【東京V】永井秀樹の切なる想い――現役を去った45歳は後世に何を託したか?

2016年11月16日 海江田哲朗

「結局、自分は何ひとつ達成できなかった」。

93年のJ開幕からプレーする永井がついに引退。ホーム最終戦のセレモニーでは、声を震わせながら、底なしの“ヴェルディ愛”とともに別れを告げた。(C)J.LEAGUE PHOTOS

 溢れる涙が止まらない。
 
「自分自身、誇りに思えることがふたつだけあります。ひとつは、子どもの時から大好きだった読売クラブ、ヴェルディでプロサッカー選手になれたこと。
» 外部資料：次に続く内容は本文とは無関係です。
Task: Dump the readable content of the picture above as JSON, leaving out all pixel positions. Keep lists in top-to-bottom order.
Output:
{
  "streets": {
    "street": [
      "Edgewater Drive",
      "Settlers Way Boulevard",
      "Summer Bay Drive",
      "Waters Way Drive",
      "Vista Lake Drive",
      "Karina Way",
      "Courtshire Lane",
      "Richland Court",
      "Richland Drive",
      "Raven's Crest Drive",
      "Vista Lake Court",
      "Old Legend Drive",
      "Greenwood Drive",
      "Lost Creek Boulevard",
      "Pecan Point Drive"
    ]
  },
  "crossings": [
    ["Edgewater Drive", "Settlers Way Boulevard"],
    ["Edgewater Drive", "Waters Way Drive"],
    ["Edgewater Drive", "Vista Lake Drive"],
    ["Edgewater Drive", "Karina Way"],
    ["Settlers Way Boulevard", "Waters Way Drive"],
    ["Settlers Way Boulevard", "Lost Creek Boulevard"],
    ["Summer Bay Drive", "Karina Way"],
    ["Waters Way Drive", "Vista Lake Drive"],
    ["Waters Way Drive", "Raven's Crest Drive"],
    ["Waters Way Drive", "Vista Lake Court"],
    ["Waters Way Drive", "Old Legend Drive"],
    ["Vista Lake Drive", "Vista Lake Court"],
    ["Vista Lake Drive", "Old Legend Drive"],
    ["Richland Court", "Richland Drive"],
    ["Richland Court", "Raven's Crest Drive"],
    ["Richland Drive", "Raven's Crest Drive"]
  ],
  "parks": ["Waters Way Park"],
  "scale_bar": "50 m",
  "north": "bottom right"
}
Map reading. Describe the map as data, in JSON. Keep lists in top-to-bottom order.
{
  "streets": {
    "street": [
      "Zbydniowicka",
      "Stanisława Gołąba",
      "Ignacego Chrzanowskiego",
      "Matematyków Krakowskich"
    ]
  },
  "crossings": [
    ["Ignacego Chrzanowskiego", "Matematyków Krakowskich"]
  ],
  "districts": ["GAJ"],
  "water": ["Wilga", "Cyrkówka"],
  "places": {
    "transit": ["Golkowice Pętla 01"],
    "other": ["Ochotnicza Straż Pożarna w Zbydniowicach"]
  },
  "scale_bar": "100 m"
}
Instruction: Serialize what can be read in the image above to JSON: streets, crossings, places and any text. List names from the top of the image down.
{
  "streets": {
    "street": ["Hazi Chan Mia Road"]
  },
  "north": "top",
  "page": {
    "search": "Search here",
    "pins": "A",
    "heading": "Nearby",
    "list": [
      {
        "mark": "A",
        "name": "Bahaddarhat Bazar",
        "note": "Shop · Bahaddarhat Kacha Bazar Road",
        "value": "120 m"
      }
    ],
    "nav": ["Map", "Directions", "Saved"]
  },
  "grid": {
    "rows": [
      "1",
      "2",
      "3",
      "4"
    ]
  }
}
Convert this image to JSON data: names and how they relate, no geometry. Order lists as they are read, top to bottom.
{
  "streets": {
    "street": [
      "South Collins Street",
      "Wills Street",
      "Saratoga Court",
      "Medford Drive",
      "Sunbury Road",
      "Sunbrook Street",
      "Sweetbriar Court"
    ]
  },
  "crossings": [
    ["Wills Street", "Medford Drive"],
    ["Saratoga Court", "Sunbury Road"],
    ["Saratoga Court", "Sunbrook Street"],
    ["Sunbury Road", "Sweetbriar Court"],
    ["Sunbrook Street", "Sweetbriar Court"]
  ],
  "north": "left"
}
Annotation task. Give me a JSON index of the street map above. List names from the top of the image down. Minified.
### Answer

そして、もうひとつはこの愛するヴェルディで現役を引退できることです」
 
 11月12日、C大阪戦後の引退セレモニーで、永井秀樹は声を震わせて語った。45歳。今季のJリーグ所属では、49歳の三浦知良(横浜FC)に次ぐ年長選手だった。
 
 25年もの長きにわたり、プロの世界を生き抜いてきた。国見高、国士館大を経て、92年にヴェルディ川崎に加入。その後、福岡、清水、横浜フリューゲルス、横浜FM、大分、琉球などでプレーし、数々のタイトル獲得に貢献する。2014年、東京Vに7年ぶり5度目の復帰を果たし、3シーズンを過ごした。
 
 永井は引退を決めた理由を次のように話す。
 
「年齢的には1年1年が勝負で、とくに今年は二度の怪我により約8か月もピッチに立てませんでした。自分の考えるプロサッカー選手として、それは失格です。一生懸命がんばっている若い選手にも失礼というか、申し訳ない気持ちがありました」
 
 全体練習終了後、若手を集める居残り練習は、徹底した基礎技術の定着を目的としていた。いつしか"永井塾"と呼ばれ、その場で豊かな経験と技術を譲り渡していった。
 
「子どもの頃から日本代表を目指し、ワールドカップ出場、世界で活躍する選手を夢見てきましたが、結局、自分は何ひとつ達成できなかった。サッカーの基本である、止める、蹴るといった基礎が自分はできているつもりでしたが、できていなかったというのが結論です。少なくとも世界の基準に達していなかった。自分が叶えられなかった望みを、若い選手たちに託したいという気持ちから始めたことです」
 
 C大阪戦でゴールを決めた澤井直人は、永井の薫陶を受けた筆頭格だ。
 
「永井さんから褒められたことは、ほぼないですね。そう簡単には『いいぞ』と言ってもらえないんですよ。それでも、良いプレーとダメなプレーの基準は分かるようになり、『この人に認められたい』と、その一心でやってきました」
 
 ゴール前、高木善朗からのパスを永井がスルーし、澤井がワンタッチで高木大へ。澤井はリターンパスを正確にコントロールし、冷静にシュートを決めた。一連のプレーには、永井の教えが凝縮されている。一番弟子が師匠に捧ぐ餞別のゴール。これ以上のはなむけが他にあろうか。
 
「現状、苦しい時期ではありますが、必ずやヴェルディは復活します。それはこの3年間を過ごした自分のなかにある確信です。ヴェルディを愛する皆様、もう一度チャンピオンに返り咲き、日本サッカーを引っ張るリーディングクラブになるその日まで、いや、その先も永久にずっと、ヴェルディをお願いします」
 
 永井は壇上から大勢のサポーターにそう呼びかけた。この緑のシャツには、己のすべてを懸けるにふさわしい価値がある。身をもって示した永井の思いは、東京Vを支える人々によって受け継がれてゆく。